# RECORD EXCERPTS
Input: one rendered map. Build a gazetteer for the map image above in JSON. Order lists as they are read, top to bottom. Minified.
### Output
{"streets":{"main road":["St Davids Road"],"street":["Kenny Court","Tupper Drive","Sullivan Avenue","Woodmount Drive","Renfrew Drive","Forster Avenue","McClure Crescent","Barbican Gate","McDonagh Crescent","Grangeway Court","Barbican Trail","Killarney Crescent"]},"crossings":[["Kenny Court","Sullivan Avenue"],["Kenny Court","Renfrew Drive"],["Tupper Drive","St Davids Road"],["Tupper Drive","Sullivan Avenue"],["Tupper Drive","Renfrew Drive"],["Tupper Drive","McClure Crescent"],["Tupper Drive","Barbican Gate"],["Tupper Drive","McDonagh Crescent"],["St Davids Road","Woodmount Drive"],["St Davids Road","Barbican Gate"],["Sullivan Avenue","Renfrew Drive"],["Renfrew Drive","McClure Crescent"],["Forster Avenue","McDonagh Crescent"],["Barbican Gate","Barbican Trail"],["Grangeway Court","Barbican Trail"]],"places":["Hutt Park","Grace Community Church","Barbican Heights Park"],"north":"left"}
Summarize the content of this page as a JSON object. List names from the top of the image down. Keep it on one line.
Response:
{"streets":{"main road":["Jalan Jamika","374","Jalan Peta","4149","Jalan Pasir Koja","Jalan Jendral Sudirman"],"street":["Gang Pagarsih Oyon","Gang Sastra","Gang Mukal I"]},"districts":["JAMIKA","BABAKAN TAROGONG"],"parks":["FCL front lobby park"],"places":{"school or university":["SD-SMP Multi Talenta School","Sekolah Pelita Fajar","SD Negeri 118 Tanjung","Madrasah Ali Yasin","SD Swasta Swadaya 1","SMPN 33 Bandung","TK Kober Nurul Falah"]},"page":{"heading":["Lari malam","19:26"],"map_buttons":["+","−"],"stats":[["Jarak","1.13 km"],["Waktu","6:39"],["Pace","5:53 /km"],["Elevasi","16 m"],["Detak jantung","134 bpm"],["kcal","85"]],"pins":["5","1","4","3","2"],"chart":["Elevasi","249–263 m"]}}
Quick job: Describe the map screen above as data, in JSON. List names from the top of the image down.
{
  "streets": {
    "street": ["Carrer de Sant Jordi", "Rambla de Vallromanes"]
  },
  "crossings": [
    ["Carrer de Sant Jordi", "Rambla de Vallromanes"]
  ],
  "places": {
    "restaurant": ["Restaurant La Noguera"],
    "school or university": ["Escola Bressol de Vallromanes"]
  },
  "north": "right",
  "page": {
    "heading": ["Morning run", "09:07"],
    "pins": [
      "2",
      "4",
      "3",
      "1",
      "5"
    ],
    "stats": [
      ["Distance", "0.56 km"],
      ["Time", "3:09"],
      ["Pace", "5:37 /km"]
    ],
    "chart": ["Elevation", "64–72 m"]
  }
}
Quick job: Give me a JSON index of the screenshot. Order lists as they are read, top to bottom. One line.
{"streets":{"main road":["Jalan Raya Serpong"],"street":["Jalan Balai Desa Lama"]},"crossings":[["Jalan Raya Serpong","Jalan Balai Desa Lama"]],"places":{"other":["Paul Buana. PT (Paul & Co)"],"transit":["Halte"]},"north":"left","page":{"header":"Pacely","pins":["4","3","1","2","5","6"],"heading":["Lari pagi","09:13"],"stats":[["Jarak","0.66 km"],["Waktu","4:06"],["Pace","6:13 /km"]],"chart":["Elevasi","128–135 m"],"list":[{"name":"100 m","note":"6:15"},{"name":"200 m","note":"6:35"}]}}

# TASK
Extract the complete listing above, reproducing each line exactly.

# RESPONSE BELOW
Input: one rendered map. Build a gazetteer for the map image above in JSON. Order lists as they are read, top to bottom. Minified.
### Output
{"streets":{"main road":["St Davids Road"],"street":["Kenny Court","Tupper Drive","Sullivan Avenue","Woodmount Drive","Renfrew Drive","Forster Avenue","McClure Crescent","Barbican Gate","McDonagh Crescent","Grangeway Court","Barbican Trail","Killarney Crescent"]},"crossings":[["Kenny Court","Sullivan Avenue"],["Kenny Court","Renfrew Drive"],["Tupper Drive","St Davids Road"],["Tupper Drive","Sullivan Avenue"],["Tupper Drive","Renfrew Drive"],["Tupper Drive","McClure Crescent"],["Tupper Drive","Barbican Gate"],["Tupper Drive","McDonagh Crescent"],["St Davids Road","Woodmount Drive"],["St Davids Road","Barbican Gate"],["Sullivan Avenue","Renfrew Drive"],["Renfrew Drive","McClure Crescent"],["Forster Avenue","McDonagh Crescent"],["Barbican Gate","Barbican Trail"],["Grangeway Court","Barbican Trail"]],"places":["Hutt Park","Grace Community Church","Barbican Heights Park"],"north":"left"}
Summarize the content of this page as a JSON object. List names from the top of the image down. Keep it on one line.
Response:
{"streets":{"main road":["Jalan Jamika","374","Jalan Peta","4149","Jalan Pasir Koja","Jalan Jendral Sudirman"],"street":["Gang Pagarsih Oyon","Gang Sastra","Gang Mukal I"]},"districts":["JAMIKA","BABAKAN TAROGONG"],"parks":["FCL front lobby park"],"places":{"school or university":["SD-SMP Multi Talenta School","Sekolah Pelita Fajar","SD Negeri 118 Tanjung","Madrasah Ali Yasin","SD Swasta Swadaya 1","SMPN 33 Bandung","TK Kober Nurul Falah"]},"page":{"heading":["Lari malam","19:26"],"map_buttons":["+","−"],"stats":[["Jarak","1.13 km"],["Waktu","6:39"],["Pace","5:53 /km"],["Elevasi","16 m"],["Detak jantung","134 bpm"],["kcal","85"]],"pins":["5","1","4","3","2"],"chart":["Elevasi","249–263 m"]}}
Quick job: Describe the map screen above as data, in JSON. List names from the top of the image down.
{
  "streets": {
    "street": ["Carrer de Sant Jordi", "Rambla de Vallromanes"]
  },
  "crossings": [
    ["Carrer de Sant Jordi", "Rambla de Vallromanes"]
  ],
  "places": {
    "restaurant": ["Restaurant La Noguera"],
    "school or university": ["Escola Bressol de Vallromanes"]
  },
  "north": "right",
  "page": {
    "heading": ["Morning run", "09:07"],
    "pins": [
      "2",
      "4",
      "3",
      "1",
      "5"
    ],
    "stats": [
      ["Distance", "0.56 km"],
      ["Time", "3:09"],
      ["Pace", "5:37 /km"]
    ],
    "chart": ["Elevation", "64–72 m"]
  }
}
Quick job: Give me a JSON index of the screenshot. Order lists as they are read, top to bottom. One line.
{"streets":{"main road":["Jalan Raya Serpong"],"street":["Jalan Balai Desa Lama"]},"crossings":[["Jalan Raya Serpong","Jalan Balai Desa Lama"]],"places":{"other":["Paul Buana. PT (Paul & Co)"],"transit":["Halte"]},"north":"left","page":{"header":"Pacely","pins":["4","3","1","2","5","6"],"heading":["Lari pagi","09:13"],"stats":[["Jarak","0.66 km"],["Waktu","4:06"],["Pace","6:13 /km"]],"chart":["Elevasi","128–135 m"],"list":[{"name":"100 m","note":"6:15"},{"name":"200 m","note":"6:35"}]}}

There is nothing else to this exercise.